[TASK DATA — start]

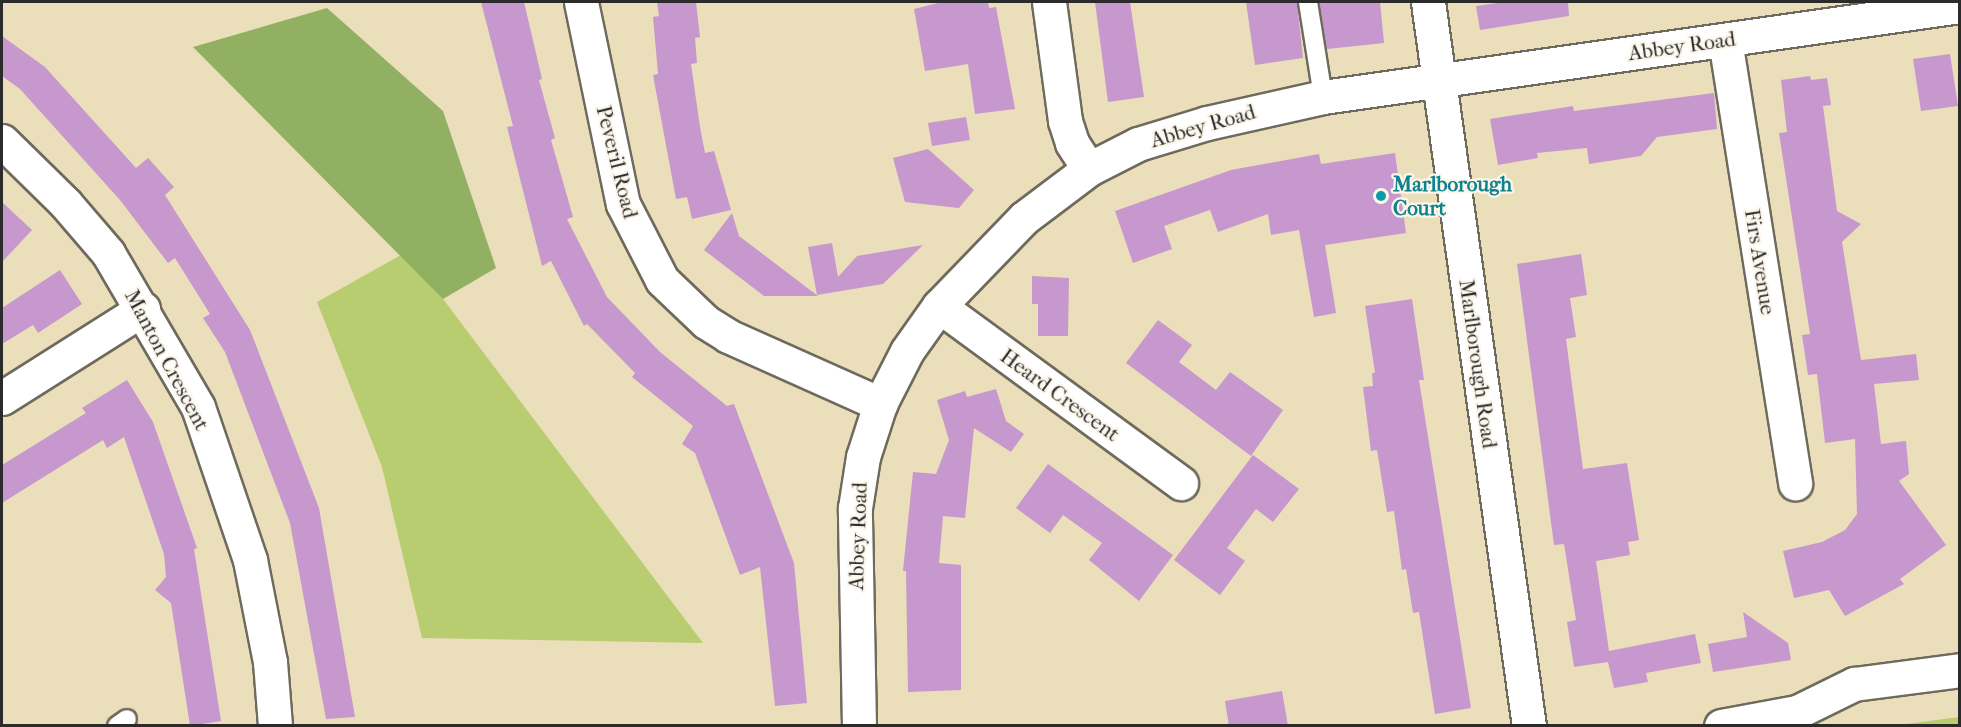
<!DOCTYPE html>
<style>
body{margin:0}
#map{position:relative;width:1961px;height:727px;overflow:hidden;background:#ebdebb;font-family:"IM FELL French Canon",serif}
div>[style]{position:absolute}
.green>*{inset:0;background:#b8cd70}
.forest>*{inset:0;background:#92b062}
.building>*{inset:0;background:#c698cd}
.roads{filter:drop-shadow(2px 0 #6e6a5d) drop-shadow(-2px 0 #6e6a5d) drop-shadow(0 2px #6e6a5d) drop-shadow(0 -2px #6e6a5d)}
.lane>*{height:18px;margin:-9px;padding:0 9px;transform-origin:9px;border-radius:9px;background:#fff}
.street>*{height:33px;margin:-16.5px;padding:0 16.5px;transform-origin:16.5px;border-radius:16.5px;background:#fff}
.dots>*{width:16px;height:16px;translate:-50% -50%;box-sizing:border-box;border:3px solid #fbf7ec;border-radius:50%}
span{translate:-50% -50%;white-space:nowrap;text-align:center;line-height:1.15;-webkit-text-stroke:4.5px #fbf7ec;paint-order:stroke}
.street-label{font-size:21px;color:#2b2b2b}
.culture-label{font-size:21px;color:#0d838f;font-weight:700}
.left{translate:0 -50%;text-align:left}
.frame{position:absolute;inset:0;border:3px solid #2b2b2b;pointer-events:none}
</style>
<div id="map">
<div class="green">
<div style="clip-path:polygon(401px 255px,443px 299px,703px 643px,422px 638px,382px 467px,317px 302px)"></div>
<div style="clip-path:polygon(1959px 717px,1959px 725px,1899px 725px)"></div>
</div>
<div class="forest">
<div style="clip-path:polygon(327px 8px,443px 111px,496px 268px,443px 299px,193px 47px)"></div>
</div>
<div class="building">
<div style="clip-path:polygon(481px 2px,524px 2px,542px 79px,539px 80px,555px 138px,551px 140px,573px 217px,567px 219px,607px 297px,660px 352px,727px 406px,734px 404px,794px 563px,807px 703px,775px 706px,760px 567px,740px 575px,695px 453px,682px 444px,693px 426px,632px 377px,635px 373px,587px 324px,584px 326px,551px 261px,542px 266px,507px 127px,513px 126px)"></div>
<div style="clip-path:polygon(657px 2px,696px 2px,700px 37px,695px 38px,697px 63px,691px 64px,700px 127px,705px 153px,714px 151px,731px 210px,692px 219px,687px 197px,676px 199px,653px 75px,658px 74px,653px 17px,659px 16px)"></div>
<div style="clip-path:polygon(942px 2px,988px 2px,989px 8px,996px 7px,1015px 109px,975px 114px,968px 64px,925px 71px,914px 9px)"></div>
<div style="clip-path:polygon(1095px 2px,1130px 2px,1144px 97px,1108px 102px)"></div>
<div style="clip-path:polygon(1246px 2px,1297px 2px,1303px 58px,1255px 65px)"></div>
<div style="clip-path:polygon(1319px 2px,1380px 2px,1384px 43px,1327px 49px)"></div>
<div style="clip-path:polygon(1505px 2px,1568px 2px,1569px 16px,1480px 30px,1476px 6px)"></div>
<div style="clip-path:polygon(2px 36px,45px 67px,136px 168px,148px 158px,174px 187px,165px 195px,250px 330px,319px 508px,355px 717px,326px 719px,290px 523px,225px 352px,203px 318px,210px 314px,175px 258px,168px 263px,120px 200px,20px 89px,2px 76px)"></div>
<div style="clip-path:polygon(1950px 54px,1958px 106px,1921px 111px,1913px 59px)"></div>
<div style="clip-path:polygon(1810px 76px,1811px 80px,1827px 78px,1831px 105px,1823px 106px,1837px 211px,1861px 224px,1842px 242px,1861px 360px,1916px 354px,1919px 380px,1874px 384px,1881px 444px,1906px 441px,1909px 474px,1899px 481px,1946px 545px,1900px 579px,1904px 584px,1845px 616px,1829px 590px,1794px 598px,1783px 551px,1822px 542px,1845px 530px,1857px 514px,1855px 439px,1825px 443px,1817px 374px,1808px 375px,1802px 335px,1810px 334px,1779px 133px,1787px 132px,1781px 80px)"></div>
<div style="clip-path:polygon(1714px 93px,1717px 129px,1657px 137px,1641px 156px,1589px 164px,1587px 148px,1537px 153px,1538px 158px,1498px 165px,1490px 119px,1573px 106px,1574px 111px)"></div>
<div style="clip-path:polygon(966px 117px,970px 140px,932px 146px,928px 123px)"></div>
<div style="clip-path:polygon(928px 149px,974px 190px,959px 208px,905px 202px,893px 158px)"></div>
<div style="clip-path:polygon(1395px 153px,1406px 233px,1325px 245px,1336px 313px,1314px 317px,1299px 230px,1271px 235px,1268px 214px,1218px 232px,1210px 210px,1164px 226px,1172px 249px,1133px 263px,1115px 211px,1231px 170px,1319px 154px,1321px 164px)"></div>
<div style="clip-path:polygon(2px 202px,32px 230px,2px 262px)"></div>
<div style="clip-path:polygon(732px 213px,739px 236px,818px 296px,764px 296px,704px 250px)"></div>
<div style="clip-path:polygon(832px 243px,838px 277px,857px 256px,923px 245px,883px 284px,817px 295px,808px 247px)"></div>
<div style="clip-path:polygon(1581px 254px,1587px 295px,1570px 298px,1576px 337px,1566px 339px,1583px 469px,1627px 463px,1639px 540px,1628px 542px,1630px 555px,1596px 561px,1609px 651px,1695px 634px,1701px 663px,1646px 673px,1648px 682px,1614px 688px,1608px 662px,1574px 667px,1567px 622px,1576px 620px,1564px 544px,1554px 545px,1517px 264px)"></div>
<div style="clip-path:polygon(60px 270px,82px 304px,38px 333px,33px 325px,2px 344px,2px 308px)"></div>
<div style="clip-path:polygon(1032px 276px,1069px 278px,1068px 336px,1038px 336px,1038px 304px,1032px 304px)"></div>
<div style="clip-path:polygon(1412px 299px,1424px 380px,1419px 380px,1471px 708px,1435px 714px,1419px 612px,1413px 613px,1406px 569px,1402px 570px,1394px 511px,1387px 512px,1377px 450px,1371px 451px,1363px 387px,1373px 386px,1372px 373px,1375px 373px,1365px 306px)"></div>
<div style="clip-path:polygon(1158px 320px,1192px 345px,1179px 362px,1216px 390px,1230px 372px,1283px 410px,1251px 456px,1126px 363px)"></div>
<div style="clip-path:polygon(127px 380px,153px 422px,197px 548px,194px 549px,221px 721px,190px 726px,171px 603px,155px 590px,166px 577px,164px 554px,124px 437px,107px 448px,103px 440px,2px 503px,2px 465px,86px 413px,82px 408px)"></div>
<div style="clip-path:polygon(996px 389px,1006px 421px,1024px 434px,1011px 452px,974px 428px,965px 518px,943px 516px,939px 563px,961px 565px,961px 690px,908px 692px,906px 571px,903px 571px,913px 472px,936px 474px,949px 440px,937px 400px,965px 391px,967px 397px)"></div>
<div style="clip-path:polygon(1253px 455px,1299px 489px,1273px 522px,1256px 509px,1227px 548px,1245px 561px,1220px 595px,1174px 560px)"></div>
<div style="clip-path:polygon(1048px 464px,1173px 555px,1139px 601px,1089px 560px,1102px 543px,1063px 515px,1050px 533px,1016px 508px)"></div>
<div style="clip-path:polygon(1743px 612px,1788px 643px,1791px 660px,1713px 672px,1708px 644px,1747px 637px)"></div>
<div style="clip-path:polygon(1282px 691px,1288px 726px,1229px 726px,1225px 701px)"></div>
</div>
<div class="roads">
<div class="lane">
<div style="left:1308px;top:2px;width:96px;rotate:81deg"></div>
<div style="left:117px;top:726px;width:12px;rotate:-35deg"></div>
</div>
<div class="street">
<div style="left:581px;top:2px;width:206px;rotate:78.3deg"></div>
<div style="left:623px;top:204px;width:85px;rotate:62.8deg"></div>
<div style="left:662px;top:280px;width:61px;rotate:43.7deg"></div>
<div style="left:706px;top:322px;width:26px;rotate:32deg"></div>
<div style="left:728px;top:336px;width:167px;rotate:24.1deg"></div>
<div style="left:1049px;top:2px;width:120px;rotate:82.3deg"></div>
<div style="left:1065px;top:121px;width:23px;rotate:72deg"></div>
<div style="left:1072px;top:143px;width:31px;rotate:57deg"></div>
<div style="left:1428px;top:2px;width:731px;rotate:82.06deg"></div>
<div style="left:1725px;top:40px;width:449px;rotate:81deg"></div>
<div style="left:2px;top:141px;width:90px;rotate:44.5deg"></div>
<div style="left:66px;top:204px;width:65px;rotate:49.4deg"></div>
<div style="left:108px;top:253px;width:178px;rotate:59.7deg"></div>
<div style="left:198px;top:407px;width:162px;rotate:71.2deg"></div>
<div style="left:250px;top:560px;width:104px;rotate:78.9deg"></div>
<div style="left:270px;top:662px;width:64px;rotate:85.5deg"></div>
<div style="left:939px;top:306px;width:300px;rotate:36.2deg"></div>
<div style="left:2px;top:398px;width:167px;rotate:-32.3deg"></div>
<div style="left:859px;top:726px;width:218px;rotate:-91.1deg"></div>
<div style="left:855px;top:508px;width:52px;rotate:-81.1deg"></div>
<div style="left:863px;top:457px;width:56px;rotate:-72.2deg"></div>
<div style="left:880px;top:404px;width:59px;rotate:-63deg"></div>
<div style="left:907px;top:351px;width:55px;rotate:-54.6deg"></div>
<div style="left:939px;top:306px;width:122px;rotate:-46deg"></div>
<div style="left:1024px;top:218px;width:81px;rotate:-37deg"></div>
<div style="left:1089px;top:169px;width:55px;rotate:-27deg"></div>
<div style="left:1138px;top:144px;width:72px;rotate:-16.9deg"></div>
<div style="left:1207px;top:123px;width:119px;rotate:-12.6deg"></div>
<div style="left:1323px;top:97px;width:643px;rotate:-8.13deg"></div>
<div style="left:1721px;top:726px;width:77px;rotate:-10.4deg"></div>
<div style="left:1797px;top:712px;width:64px;rotate:-26.2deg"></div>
<div style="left:1854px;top:684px;width:107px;rotate:-7.5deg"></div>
</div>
</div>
<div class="dots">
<div style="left:1381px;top:196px;background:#0f9aa8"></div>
</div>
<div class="street-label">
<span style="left:1682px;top:46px;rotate:-8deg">Abbey Road</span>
<span style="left:1203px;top:126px;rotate:-16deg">Abbey Road</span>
<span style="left:617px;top:162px;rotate:76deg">Peveril Road</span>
<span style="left:1760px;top:262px;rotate:81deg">Firs Avenue</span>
<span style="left:167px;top:360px;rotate:62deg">Manton Crescent</span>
<span style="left:1478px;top:364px;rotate:82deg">Marlborough Road</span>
<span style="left:1060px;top:395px;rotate:36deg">Heard Crescent</span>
<span style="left:858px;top:536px;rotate:-88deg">Abbey Road</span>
</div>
<div class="culture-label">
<span class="left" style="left:1393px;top:196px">Marlborough<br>Court</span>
</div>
<div class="frame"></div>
</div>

[TASK DATA — finish]

## WHAT YOU ARE ASKED TO DO
Return the lines of the records that include the string "lane".

## OUTPUT
.lane>*{height:18px;margin:-9px;padding:0 9px;transform-origin:9px;border-radius:9px;background:#fff}
<div class="lane">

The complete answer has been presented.